Malachi Nelson

No. 16 – Syracuse Orange
- Position: Quarterback
- Class: Junior

Personal information
- Born: December 7, 2003 (age 22) Los Alamitos, California, U.S.
- Listed height: 6 ft 3 in (1.91 m)
- Listed weight: 193 lb (88 kg)

Career information
- High school: Los Alamitos
- College: USC (2023); Boise State (2024); UTEP (2025); Syracuse (2026–present);
- Stats at ESPN

= Malachi Nelson =

American football player (born 2003)

Malachi Nelson (born December 7, 2003) is an American college football quarterback for the Syracuse Orange. He previously played for the USC Trojans, Boise State Broncos, and UTEP Miners.

==Early life==
Nelson was raised in Los Alamitos, California and attended Los Alamitos High School. He began receiving scholarship offers to play college football while he was in the eighth grade. As a freshman at Los Alamitos, Nelson passed for 883 yards with eight touchdowns and five interceptions. Nelson completed 73.9% of his passes for 1,513 yards and 23 touchdowns during his sophomore season.

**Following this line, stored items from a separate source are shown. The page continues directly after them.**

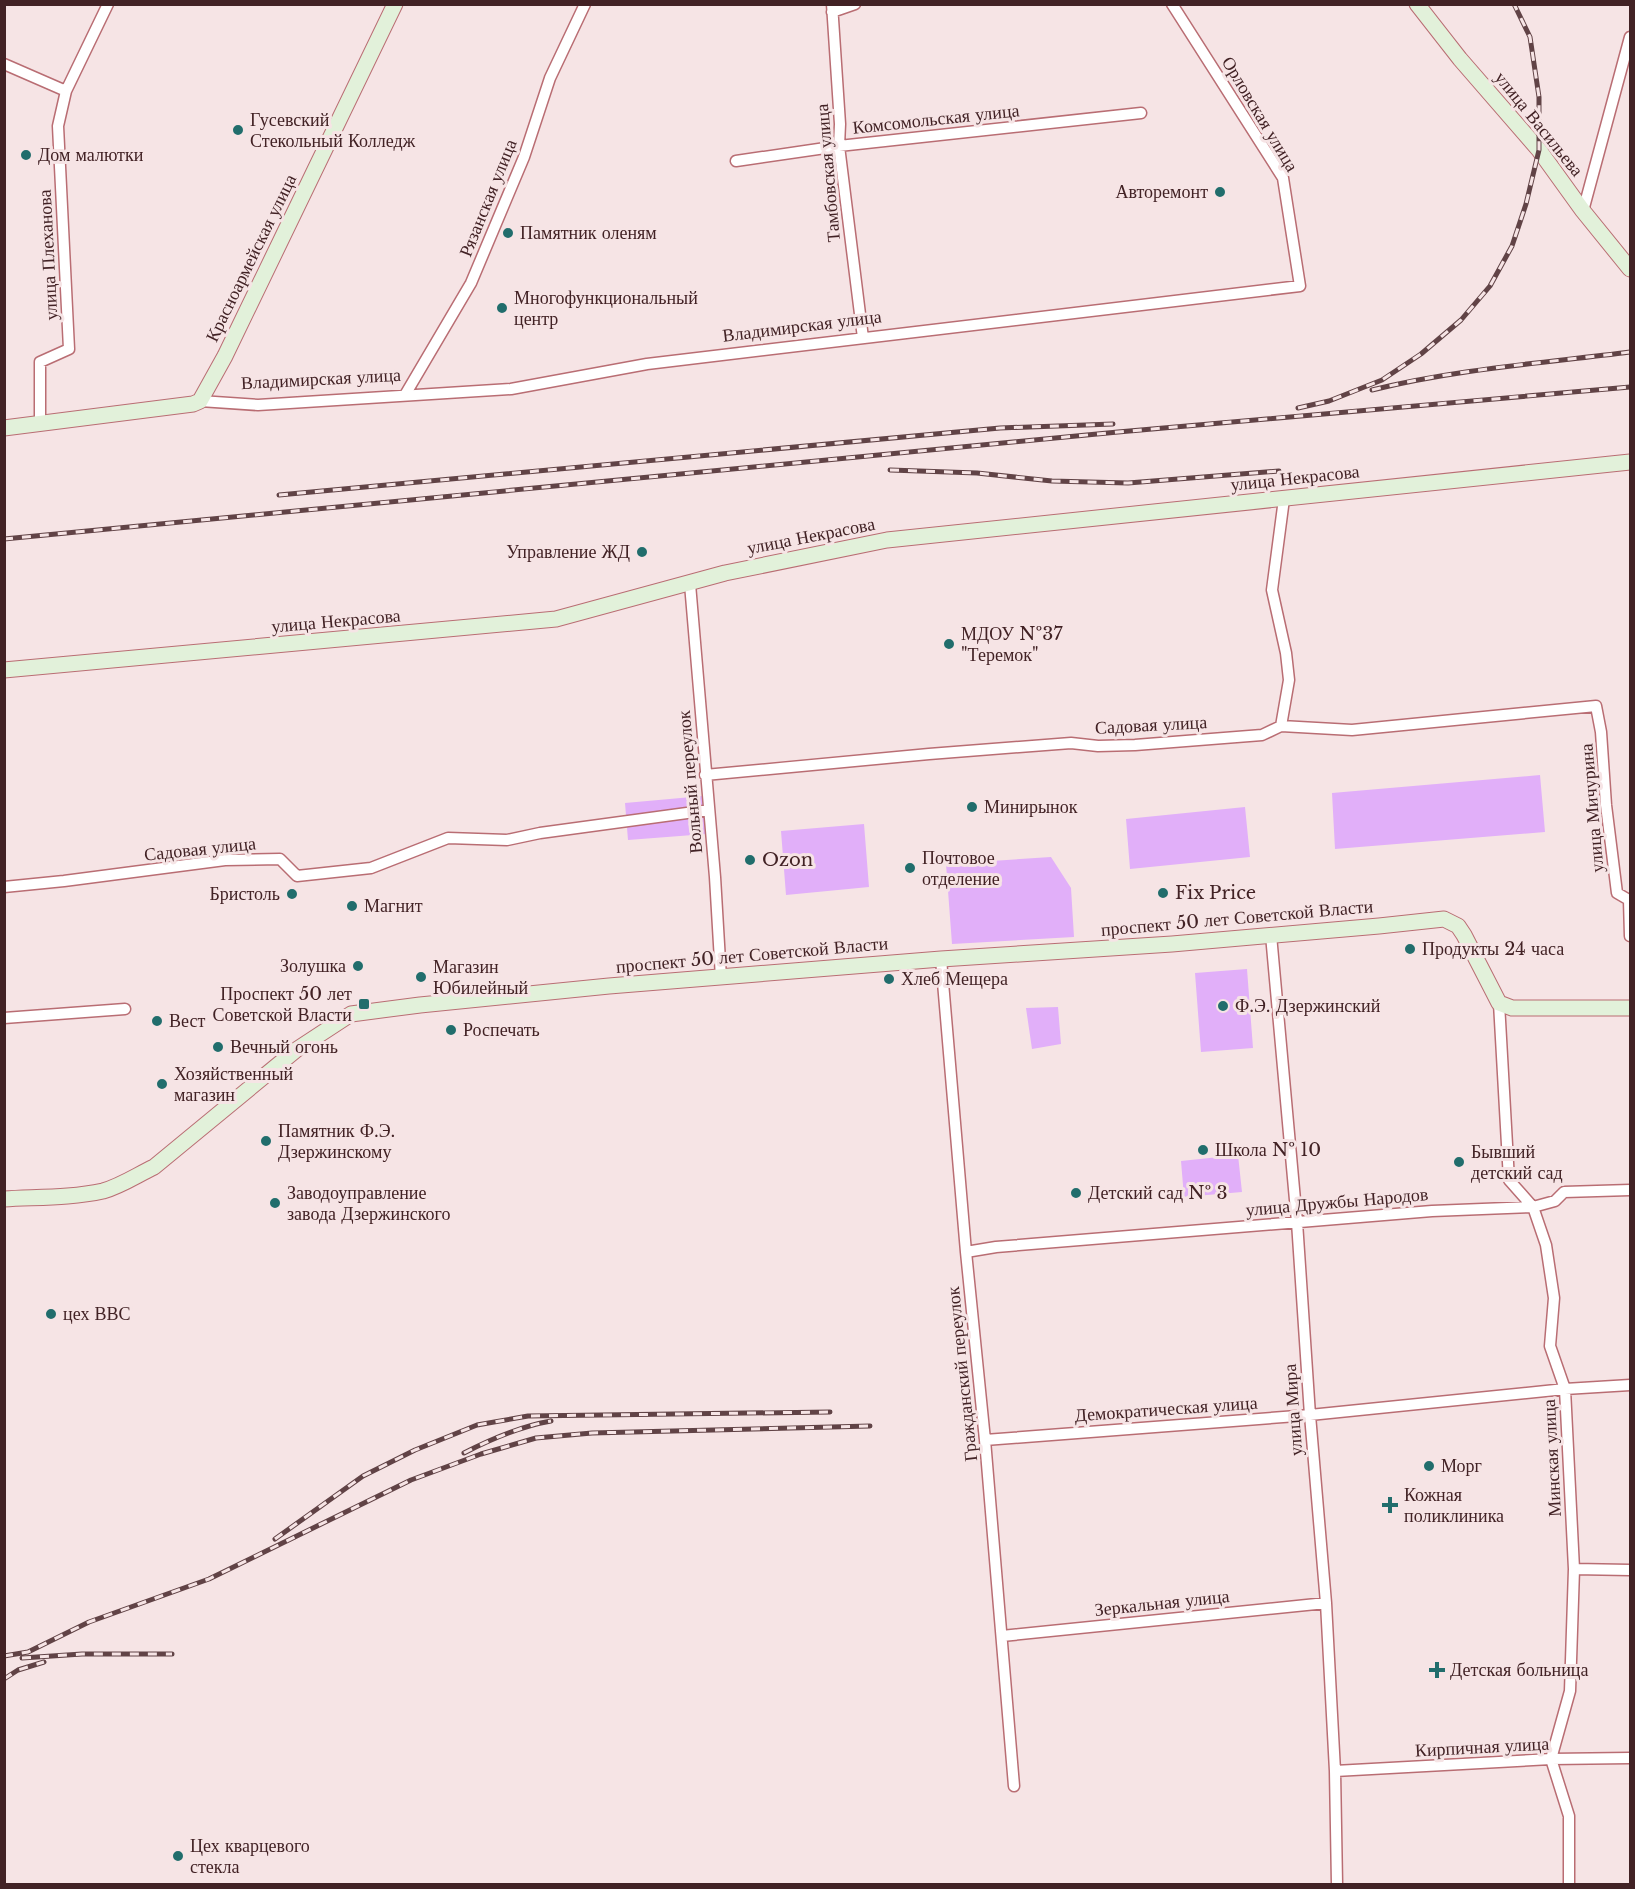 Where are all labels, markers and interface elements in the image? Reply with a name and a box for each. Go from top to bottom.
street label: Орловская улица [1217,52,1303,176]
street label: улица Васильева [1490,67,1588,181]
street label: Комсомольская улица [852,99,1020,139]
street label: Тамбовская улица [811,103,845,243]
place label: Гусевский Стекольный Колледж [250,109,416,152]
marker: Гусевский Стекольный Колледж [231,123,245,137]
street label: Рязанская улица [454,136,522,260]
place label: Дом малютки [38,144,144,166]
marker: Дом малютки [19,148,33,162]
street label: Красноармейская улица [201,171,301,345]
place label: Авторемонт [1115,181,1208,203]
marker: Авторемонт [1213,185,1227,199]
street label: улица Плеханова [34,189,62,321]
place label: Памятник оленям [520,222,657,244]
marker: Памятник оленям [501,226,515,240]
place label: Многофункциональный центр [514,287,698,330]
marker: Многофункциональный центр [495,301,509,315]
street label: Владимирская улица [721,305,883,347]
street label: Владимирская улица [240,364,402,394]
street label: улица Некрасова [1229,460,1361,496]
street label: улица Некрасова [745,513,877,559]
place label: Управление ЖД [506,541,630,563]
marker: Управление ЖД [635,545,649,559]
street label: улица Некрасова [270,604,402,638]
place label: МДОУ №37 "Теремок" [961,623,1063,666]
marker: МДОУ №37 "Теремок" [942,637,956,651]
street label: Вольный переулок [673,709,707,854]
street label: Садовая улица [1094,711,1208,739]
street label: улица Мичурина [1575,743,1609,873]
place label: Минирынок [984,796,1078,818]
marker: Минирынок [965,800,979,814]
street label: Садовая улица [143,832,257,866]
place label: Почтовое отделение [922,847,1000,890]
place label: Ozon [762,849,813,871]
marker: Ozon [743,853,757,867]
marker: Почтовое отделение [903,861,917,875]
place label: Fix Price [1175,882,1256,904]
place label: Бристоль [209,883,280,905]
marker: Fix Price [1156,886,1170,900]
marker: Бристоль [285,887,299,901]
place label: Магнит [364,895,423,917]
street label: проспект 50 лет Советской Власти [1100,895,1374,941]
marker: Магнит [345,899,359,913]
street label: проспект 50 лет Советской Власти [615,932,889,978]
place label: Продукты 24 часа [1422,938,1564,960]
marker: Продукты 24 часа [1403,942,1417,956]
place label: Золушка [280,955,346,977]
place label: Магазин Юбилейный [433,956,529,999]
marker: Золушка [351,959,365,973]
place label: Хлеб Мещера [901,968,1008,990]
marker: Магазин Юбилейный [414,970,428,984]
marker: Хлеб Мещера [882,972,896,986]
place label: Проспект 50 лет Советской Власти [212,983,352,1026]
place label: Ф.Э. Дзержинский [1235,995,1381,1017]
marker: Проспект 50 лет Советской Власти [357,997,371,1011]
marker: Ф.Э. Дзержинский [1216,999,1230,1013]
place label: Вест [169,1010,205,1032]
marker: Вест [150,1014,164,1028]
place label: Роспечать [463,1019,540,1041]
marker: Роспечать [444,1023,458,1037]
place label: Вечный огонь [230,1036,338,1058]
marker: Вечный огонь [211,1040,225,1054]
place label: Хозяйственный магазин [174,1063,293,1106]
marker: Хозяйственный магазин [155,1077,169,1091]
place label: Памятник Ф.Э. Дзержинскому [278,1120,395,1163]
marker: Памятник Ф.Э. Дзержинскому [259,1134,273,1148]
place label: Школа № 10 [1215,1139,1321,1161]
place label: Бывший детский сад [1471,1141,1563,1184]
marker: Школа № 10 [1196,1143,1210,1157]
marker: Бывший детский сад [1452,1155,1466,1169]
place label: Заводоуправление завода Дзержинского [287,1182,451,1225]
place label: Детский сад № 3 [1088,1182,1228,1204]
street label: улица Дружбы Народов [1245,1183,1429,1221]
marker: Детский сад № 3 [1069,1186,1083,1200]
marker: Заводоуправление завода Дзержинского [268,1196,282,1210]
street label: Гражданский переулок [942,1285,982,1463]
place label: цех ВВС [63,1303,131,1325]
marker: цех ВВС [44,1307,58,1321]
street label: улица Мира [1279,1363,1307,1457]
street label: Демократическая улица [1074,1392,1258,1426]
street label: Минская улица [1538,1399,1566,1517]
place label: Морг [1441,1455,1482,1477]
marker: Морг [1422,1459,1436,1473]
place label: Кожная поликлиника [1404,1484,1504,1527]
marker: Кожная поликлиника [1381,1496,1399,1514]
street label: Зеркальная улица [1094,1585,1230,1621]
place label: Детская больница [1450,1659,1588,1681]
marker: Детская больница [1428,1661,1446,1679]
street label: Кирпичная улица [1414,1732,1550,1762]
place label: Цех кварцевого стекла [190,1835,310,1878]
marker: Цех кварцевого стекла [171,1849,185,1863]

Nelson was rated a five-star recruit and committed to play college football at Oklahoma during the summer prior to his junior year over offers from Alabama, Florida State, LSU, Notre Dame, Ohio State, and USC. Nelson was named the Press-Telegram Player of the Year after passing for 2,690 yards and 39 touchdowns in his junior season. He decommitted shortly after the departure of Oklahoma head coach Lincoln Riley. Nelson then committed to play at USC. Nelson competed in the finals of the 2022 Elite 11 quarterback competition. Entering his senior season, he was ranked the best recruit in the nation by ESPN.

==College career==
===USC===
Nelson joined the USC Trojans as an early enrollee in January 2023. He only appeared in one game, as Caleb Williams was the starter, which allowed him to redshirt and keep 4 years of college eligibility. On December 17, 2023, Nelson announced that he would be entering the transfer portal.

===Boise State===
On January 6, 2024, Nelson announced that he would be transferring to Boise State. Nelson competed for the starting QB position with Maddux Madsen, who won the job, and only appeared in three blowout victories for Boise State in 2024. On December 12, 2024, Nelson announced that he would enter the transfer portal and leave Boise State.

===UTEP===
On January 6, 2025, Nelson announced that he would be transferring to the University of Texas at El Paso. Nelson competed for the starting quarterback position with returning starter Skyler Locklear and Shay Smith.

===Syracuse===
On January 16, 2026, it was announced that Nelson would be transferring to Syracuse.

===Statistics===

Season: Team; Games; Passing; Rushing
GP: GS; Record; Cmp; Att; Pct; Yds; Y/A; TD; Int; Rtg; Att; Yds; Avg; TD
2023: USC; 1; 0; —; 1; 3; 33.3; 0; 0.0; 0; 0; 33.3; 0; 0; 0.0; 0
2024: Boise State; 3; 0; —; 12; 17; 70.6; 128; 7.5; 0; 1; 122.1; 2; −11; −5.5; 0
2025: UTEP; 6; 5; 1–4; 104; 190; 54.7; 1,163; 6.1; 8; 9; 110.6; 23; −13; −0.6; 0
Career: 10; 5; 1–4; 117; 210; 55.7; 1,291; 6.1; 8; 10; 110.4; 25; -24; -1.0; 0

==Personal life==
Nelson's father, Eric, is a pastor. Nelson signed a Name, Image and Likeness (NIL) deal with a Los Angeles-based hospitality firm shortly after the conclusion of his junior year of high school.